• STORED DATA

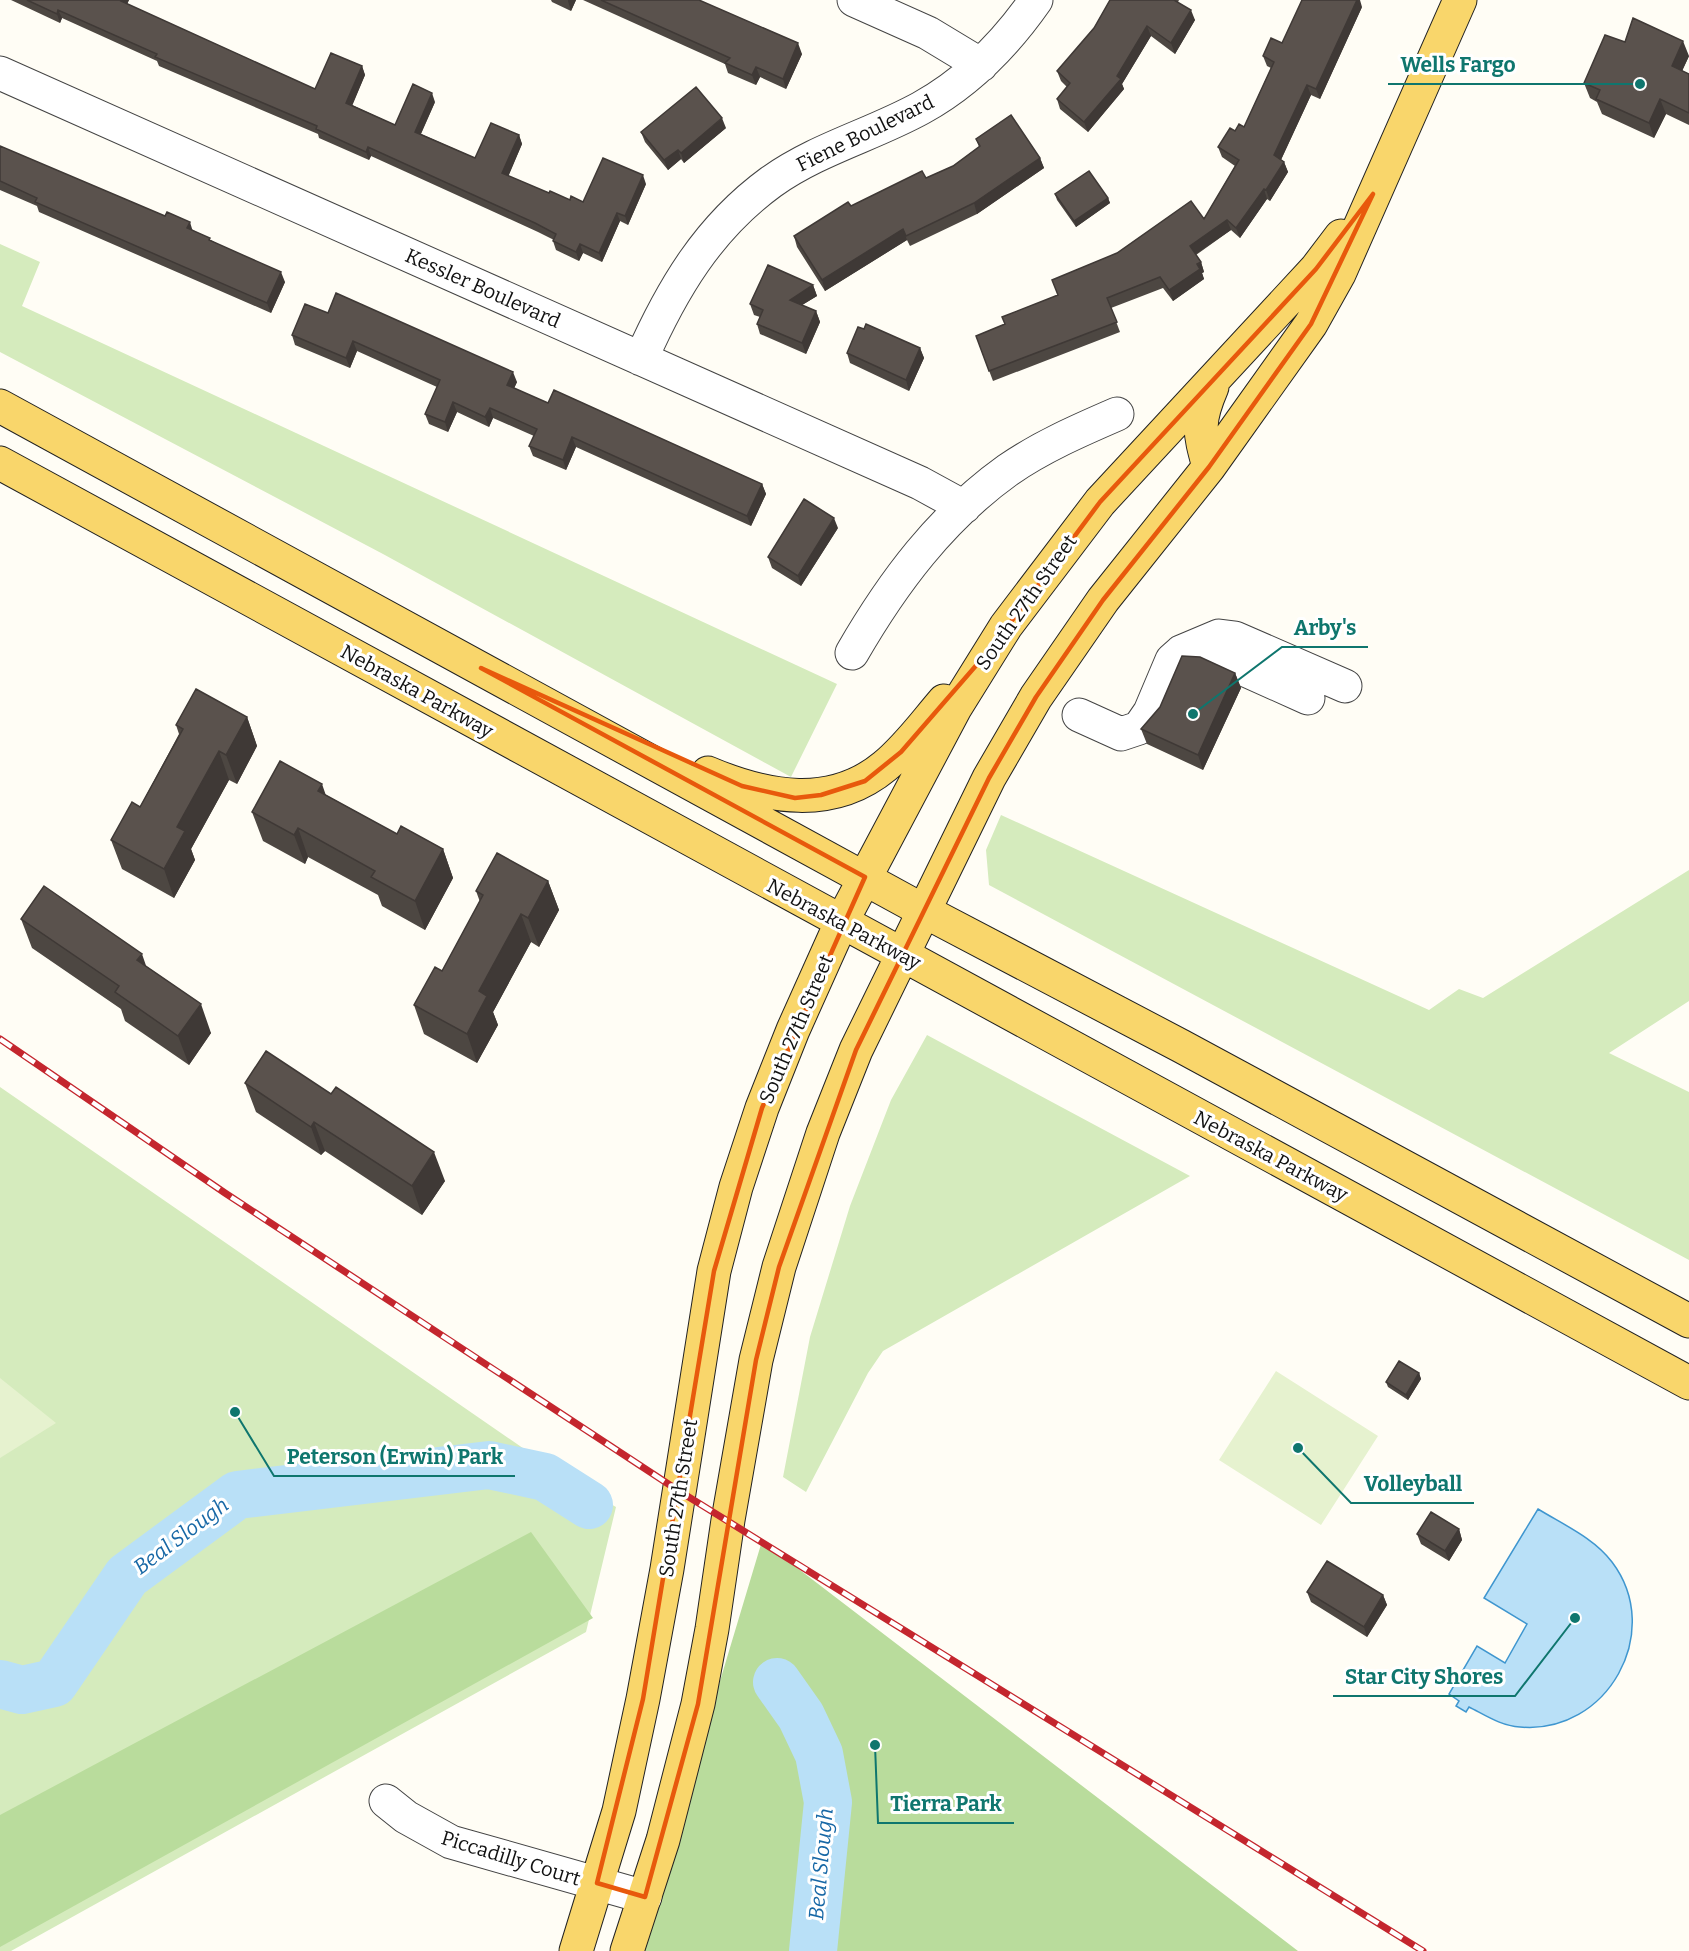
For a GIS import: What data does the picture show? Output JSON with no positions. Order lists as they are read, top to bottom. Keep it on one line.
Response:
{"streets":{"main road":["South 27th Street","Nebraska Parkway"],"street":["Fiene Boulevard","Kessler Boulevard","Piccadilly Court"]},"crossings":[["Fiene Boulevard","Kessler Boulevard"],["South 27th Street","Nebraska Parkway"],["South 27th Street","Piccadilly Court"]],"water":["Beal Slough"],"places":["Wells Fargo","Arby's","Peterson (Erwin) Park","Volleyball","Star City Shores","Tierra Park"]}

• WHAT IS NEEDED
The listing above needs to be output again exactly. Don't include the pictures.

• RESULT
For a GIS import: What data does the picture show? Output JSON with no positions. Order lists as they are read, top to bottom. Keep it on one line.
Response:
{"streets":{"main road":["South 27th Street","Nebraska Parkway"],"street":["Fiene Boulevard","Kessler Boulevard","Piccadilly Court"]},"crossings":[["Fiene Boulevard","Kessler Boulevard"],["South 27th Street","Nebraska Parkway"],["South 27th Street","Piccadilly Court"]],"water":["Beal Slough"],"places":["Wells Fargo","Arby's","Peterson (Erwin) Park","Volleyball","Star City Shores","Tierra Park"]}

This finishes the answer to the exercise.